Problem requirements:
In the data that follows, find the line containing "2v4M12 18v4M2 12h4M18"; then quote that line and every line after it, exactly, through the last one.
═════ Listed entries ═════
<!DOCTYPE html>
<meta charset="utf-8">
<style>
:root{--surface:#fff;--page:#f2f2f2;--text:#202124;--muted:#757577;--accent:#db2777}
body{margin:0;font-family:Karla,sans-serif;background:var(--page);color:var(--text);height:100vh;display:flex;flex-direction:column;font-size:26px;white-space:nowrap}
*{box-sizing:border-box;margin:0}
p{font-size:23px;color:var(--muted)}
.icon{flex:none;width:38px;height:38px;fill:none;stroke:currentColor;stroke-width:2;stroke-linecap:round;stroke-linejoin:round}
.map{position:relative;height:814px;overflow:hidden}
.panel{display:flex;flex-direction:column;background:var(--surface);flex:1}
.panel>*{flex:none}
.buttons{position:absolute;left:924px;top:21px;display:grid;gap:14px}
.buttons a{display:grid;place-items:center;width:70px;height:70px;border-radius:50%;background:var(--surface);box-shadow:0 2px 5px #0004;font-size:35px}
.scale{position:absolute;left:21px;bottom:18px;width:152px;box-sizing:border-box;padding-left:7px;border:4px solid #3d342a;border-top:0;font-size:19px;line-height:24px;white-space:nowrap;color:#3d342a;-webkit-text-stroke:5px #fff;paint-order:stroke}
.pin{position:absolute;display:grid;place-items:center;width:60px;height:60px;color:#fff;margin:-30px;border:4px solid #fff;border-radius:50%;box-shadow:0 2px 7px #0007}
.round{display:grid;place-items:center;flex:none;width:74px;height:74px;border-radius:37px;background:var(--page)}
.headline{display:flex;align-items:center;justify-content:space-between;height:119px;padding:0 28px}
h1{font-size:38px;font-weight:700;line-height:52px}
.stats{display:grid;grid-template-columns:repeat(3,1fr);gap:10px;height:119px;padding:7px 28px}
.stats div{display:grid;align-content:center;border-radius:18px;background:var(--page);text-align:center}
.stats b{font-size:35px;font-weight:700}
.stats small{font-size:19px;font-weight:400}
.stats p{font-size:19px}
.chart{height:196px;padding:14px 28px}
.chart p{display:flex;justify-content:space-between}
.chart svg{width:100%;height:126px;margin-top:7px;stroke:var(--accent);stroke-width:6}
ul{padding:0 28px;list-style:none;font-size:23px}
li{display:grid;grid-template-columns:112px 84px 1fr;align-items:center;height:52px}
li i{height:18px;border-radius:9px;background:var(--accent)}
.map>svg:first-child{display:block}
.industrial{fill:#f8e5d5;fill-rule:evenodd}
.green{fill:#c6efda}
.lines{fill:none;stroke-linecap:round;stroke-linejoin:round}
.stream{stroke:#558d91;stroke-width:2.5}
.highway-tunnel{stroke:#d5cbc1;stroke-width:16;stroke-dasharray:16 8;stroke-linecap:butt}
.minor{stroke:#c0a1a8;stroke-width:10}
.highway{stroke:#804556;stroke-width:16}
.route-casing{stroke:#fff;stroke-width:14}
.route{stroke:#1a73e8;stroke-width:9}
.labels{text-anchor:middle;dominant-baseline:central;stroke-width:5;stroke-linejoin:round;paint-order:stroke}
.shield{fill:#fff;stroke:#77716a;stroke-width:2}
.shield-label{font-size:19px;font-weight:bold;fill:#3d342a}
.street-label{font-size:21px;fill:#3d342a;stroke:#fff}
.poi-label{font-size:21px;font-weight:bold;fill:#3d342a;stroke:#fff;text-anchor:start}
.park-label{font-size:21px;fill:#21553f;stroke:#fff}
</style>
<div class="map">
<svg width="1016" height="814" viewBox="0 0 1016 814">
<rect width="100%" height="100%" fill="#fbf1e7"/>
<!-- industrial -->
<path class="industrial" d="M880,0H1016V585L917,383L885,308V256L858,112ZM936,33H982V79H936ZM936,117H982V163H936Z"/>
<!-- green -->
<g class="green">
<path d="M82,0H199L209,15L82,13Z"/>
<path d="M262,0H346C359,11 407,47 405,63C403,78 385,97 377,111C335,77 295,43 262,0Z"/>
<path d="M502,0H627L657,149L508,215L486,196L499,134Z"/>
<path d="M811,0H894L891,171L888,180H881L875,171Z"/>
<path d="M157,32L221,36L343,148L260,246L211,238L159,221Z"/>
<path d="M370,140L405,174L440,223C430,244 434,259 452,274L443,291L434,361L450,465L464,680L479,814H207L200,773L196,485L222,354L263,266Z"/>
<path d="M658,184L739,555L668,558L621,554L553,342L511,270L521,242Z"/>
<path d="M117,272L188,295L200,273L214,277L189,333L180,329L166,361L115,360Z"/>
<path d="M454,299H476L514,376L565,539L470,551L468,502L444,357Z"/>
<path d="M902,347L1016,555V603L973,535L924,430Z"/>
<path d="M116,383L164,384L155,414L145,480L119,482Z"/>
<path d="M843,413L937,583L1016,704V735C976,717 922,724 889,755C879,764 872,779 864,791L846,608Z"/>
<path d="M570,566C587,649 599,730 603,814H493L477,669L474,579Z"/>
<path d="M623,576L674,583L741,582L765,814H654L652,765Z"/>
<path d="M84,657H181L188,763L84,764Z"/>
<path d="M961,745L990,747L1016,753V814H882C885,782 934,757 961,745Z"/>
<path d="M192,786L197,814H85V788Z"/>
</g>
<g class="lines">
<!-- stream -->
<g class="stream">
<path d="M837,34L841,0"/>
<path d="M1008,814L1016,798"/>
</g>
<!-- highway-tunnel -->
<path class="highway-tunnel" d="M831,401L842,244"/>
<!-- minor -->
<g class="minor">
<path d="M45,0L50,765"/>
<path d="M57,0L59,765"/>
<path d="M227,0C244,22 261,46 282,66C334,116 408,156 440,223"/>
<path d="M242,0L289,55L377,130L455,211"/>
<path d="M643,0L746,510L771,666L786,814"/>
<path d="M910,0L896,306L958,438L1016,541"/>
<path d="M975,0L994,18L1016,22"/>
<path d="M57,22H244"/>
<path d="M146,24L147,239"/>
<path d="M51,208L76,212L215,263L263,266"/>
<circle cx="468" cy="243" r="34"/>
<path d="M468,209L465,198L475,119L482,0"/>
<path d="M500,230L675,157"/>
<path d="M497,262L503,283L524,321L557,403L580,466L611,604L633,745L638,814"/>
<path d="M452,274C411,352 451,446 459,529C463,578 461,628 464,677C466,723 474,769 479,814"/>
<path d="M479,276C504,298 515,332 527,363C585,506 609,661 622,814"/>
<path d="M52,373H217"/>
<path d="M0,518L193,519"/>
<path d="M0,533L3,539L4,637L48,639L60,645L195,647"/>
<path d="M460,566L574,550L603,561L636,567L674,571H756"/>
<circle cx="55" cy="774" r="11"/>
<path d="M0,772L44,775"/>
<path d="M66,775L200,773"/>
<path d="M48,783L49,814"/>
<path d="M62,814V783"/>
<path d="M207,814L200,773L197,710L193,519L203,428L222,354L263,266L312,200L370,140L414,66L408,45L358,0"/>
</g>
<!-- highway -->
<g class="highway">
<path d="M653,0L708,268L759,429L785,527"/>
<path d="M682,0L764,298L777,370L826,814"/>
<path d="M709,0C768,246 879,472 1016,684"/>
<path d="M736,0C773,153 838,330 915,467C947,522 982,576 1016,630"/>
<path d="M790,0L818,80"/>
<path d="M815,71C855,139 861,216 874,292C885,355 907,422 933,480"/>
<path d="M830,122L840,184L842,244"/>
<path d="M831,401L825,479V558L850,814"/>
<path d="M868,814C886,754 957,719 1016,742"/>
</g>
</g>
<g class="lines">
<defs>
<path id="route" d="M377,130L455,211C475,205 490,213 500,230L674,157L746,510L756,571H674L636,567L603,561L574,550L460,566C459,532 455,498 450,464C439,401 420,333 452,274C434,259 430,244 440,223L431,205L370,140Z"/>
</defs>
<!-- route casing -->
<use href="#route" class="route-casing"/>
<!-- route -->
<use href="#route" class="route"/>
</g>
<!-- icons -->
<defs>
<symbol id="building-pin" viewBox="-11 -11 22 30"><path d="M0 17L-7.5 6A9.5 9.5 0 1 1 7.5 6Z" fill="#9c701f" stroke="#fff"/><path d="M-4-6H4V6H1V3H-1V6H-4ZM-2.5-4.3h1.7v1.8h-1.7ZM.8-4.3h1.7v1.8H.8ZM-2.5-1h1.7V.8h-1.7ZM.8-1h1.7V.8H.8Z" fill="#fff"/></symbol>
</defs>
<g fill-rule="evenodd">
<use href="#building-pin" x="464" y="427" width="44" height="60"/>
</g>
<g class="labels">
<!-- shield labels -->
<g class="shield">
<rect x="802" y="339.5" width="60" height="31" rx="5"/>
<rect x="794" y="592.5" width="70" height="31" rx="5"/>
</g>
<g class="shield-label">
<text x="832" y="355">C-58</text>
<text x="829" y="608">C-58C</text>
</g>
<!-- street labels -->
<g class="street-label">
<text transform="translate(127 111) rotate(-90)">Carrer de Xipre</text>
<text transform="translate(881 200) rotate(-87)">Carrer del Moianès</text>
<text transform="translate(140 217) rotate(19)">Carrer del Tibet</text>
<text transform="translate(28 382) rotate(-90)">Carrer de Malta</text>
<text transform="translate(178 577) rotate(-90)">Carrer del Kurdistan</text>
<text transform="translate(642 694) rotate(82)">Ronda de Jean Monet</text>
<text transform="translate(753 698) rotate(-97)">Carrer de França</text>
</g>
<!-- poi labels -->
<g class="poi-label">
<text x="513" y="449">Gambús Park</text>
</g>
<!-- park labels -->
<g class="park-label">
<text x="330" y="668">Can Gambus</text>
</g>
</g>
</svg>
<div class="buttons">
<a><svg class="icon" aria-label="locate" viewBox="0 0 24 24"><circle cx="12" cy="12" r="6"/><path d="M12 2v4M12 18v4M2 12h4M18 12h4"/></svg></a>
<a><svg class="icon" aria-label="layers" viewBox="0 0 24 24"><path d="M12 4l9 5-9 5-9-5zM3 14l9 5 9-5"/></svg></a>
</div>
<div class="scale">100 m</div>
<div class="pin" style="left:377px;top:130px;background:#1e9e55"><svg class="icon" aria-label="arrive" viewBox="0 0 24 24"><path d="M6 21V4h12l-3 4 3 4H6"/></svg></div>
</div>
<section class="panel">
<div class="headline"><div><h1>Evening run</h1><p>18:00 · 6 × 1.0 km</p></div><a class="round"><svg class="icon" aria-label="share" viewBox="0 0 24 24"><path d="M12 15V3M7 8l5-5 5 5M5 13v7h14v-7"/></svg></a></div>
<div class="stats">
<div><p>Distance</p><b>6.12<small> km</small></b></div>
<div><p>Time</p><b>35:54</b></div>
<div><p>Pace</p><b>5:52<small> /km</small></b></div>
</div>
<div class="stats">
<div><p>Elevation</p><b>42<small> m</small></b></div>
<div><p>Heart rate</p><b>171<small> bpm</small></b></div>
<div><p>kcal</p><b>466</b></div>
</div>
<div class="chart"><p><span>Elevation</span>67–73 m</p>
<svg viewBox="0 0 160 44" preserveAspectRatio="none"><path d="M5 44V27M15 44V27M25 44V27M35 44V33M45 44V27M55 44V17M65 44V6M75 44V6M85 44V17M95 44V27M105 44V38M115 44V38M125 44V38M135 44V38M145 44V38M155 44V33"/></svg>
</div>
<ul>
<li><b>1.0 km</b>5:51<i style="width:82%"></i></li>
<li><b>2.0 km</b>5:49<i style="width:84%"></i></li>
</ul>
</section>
═════
Written reply:
<a><svg class="icon" aria-label="locate" viewBox="0 0 24 24"><circle cx="12" cy="12" r="6"/><path d="M12 2v4M12 18v4M2 12h4M18 12h4"/></svg></a>
<a><svg class="icon" aria-label="layers" viewBox="0 0 24 24"><path d="M12 4l9 5-9 5-9-5zM3 14l9 5 9-5"/></svg></a>
</div>
<div class="scale">100 m</div>
<div class="pin" style="left:377px;top:130px;background:#1e9e55"><svg class="icon" aria-label="arrive" viewBox="0 0 24 24"><path d="M6 21V4h12l-3 4 3 4H6"/></svg></div>
</div>
<section class="panel">
<div class="headline"><div><h1>Evening run</h1><p>18:00 · 6 × 1.0 km</p></div><a class="round"><svg class="icon" aria-label="share" viewBox="0 0 24 24"><path d="M12 15V3M7 8l5-5 5 5M5 13v7h14v-7"/></svg></a></div>
<div class="stats">
<div><p>Distance</p><b>6.12<small> km</small></b></div>
<div><p>Time</p><b>35:54</b></div>
<div><p>Pace</p><b>5:52<small> /km</small></b></div>
</div>
<div class="stats">
<div><p>Elevation</p><b>42<small> m</small></b></div>
<div><p>Heart rate</p><b>171<small> bpm</small></b></div>
<div><p>kcal</p><b>466</b></div>
</div>
<div class="chart"><p><span>Elevation</span>67–73 m</p>
<svg viewBox="0 0 160 44" preserveAspectRatio="none"><path d="M5 44V27M15 44V27M25 44V27M35 44V33M45 44V27M55 44V17M65 44V6M75 44V6M85 44V17M95 44V27M105 44V38M115 44V38M125 44V38M135 44V38M145 44V38M155 44V33"/></svg>
</div>
<ul>
<li><b>1.0 km</b>5:51<i style="width:82%"></i></li>
<li><b>2.0 km</b>5:49<i style="width:84%"></i></li>
</ul>
</section>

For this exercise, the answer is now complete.